So we’ve landed on Mars. I love the details of this. First of all, scientists in the mission center in Pasadena had to reset their watches to Mars time because Mars spins a little slower and it takes longer to complete a day.
Anyway, the Rover, which separated from a rocket and set down on Mars, cost $2.7 billion and is called “Perseverance” because it persevered for seven months to get us there. After coming down under a parachute, it landed in the bottom of a dusty crater, opened a little door and nudged out a small $85 million helicopter called “Ingenuity.” Ingenuity is 1.6 feet tall and weighs about 4 pounds.
Ingenuity activated a tiny solar panel then itself up and used that energy to unfold its wings and fly off. There’s a camera on Ingenuity and another camera on Perseverance. So Ingenuity made a video of the ground it hovered over and Perseverance took a video of it doing that. They’re like a couple of tourists.

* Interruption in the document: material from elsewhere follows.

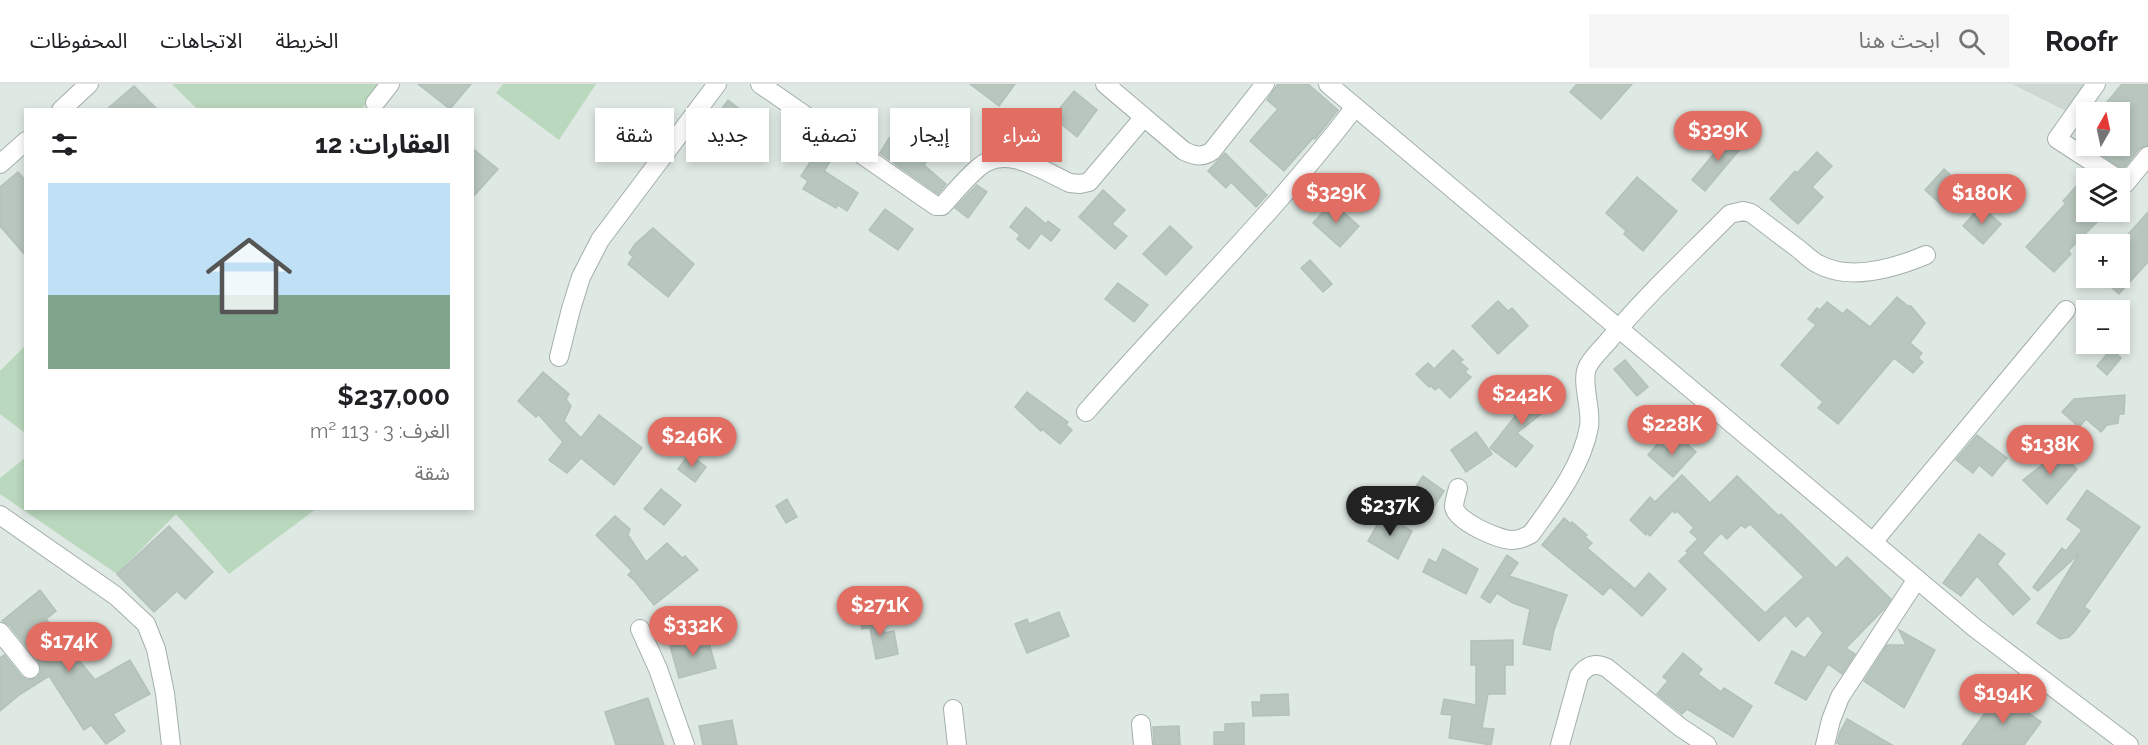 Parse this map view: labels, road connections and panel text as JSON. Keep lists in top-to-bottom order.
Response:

On its first flight, Ingenuity rose up to a height of 16 feet, and flew 328 feet at 8 miles an hour to scan the rocks and dirt below, then turned around and flew back to Perseverance, landed and turned itself off.
NASA did have a problem with Ingenuity activating itself for a second trip. It was instructed to power up but it didn’t do it. Everyone was horrified. So they tried again and it did do it.
The scientists here scrambled around trying to find out what was wrong, and they discovered that it was a computer code problem. They wrote new code to work around the problem, but then decided not to use it, because it seemed the power up and power down instruction always worked if you tried enough times. Since the new workaround might result in some other computer activity not working property, why take the chance?
(Made me think that in the old days if something didn’t work quite right you could often fix it by banging it on the side with the flat of your hand. But that was not an option here.)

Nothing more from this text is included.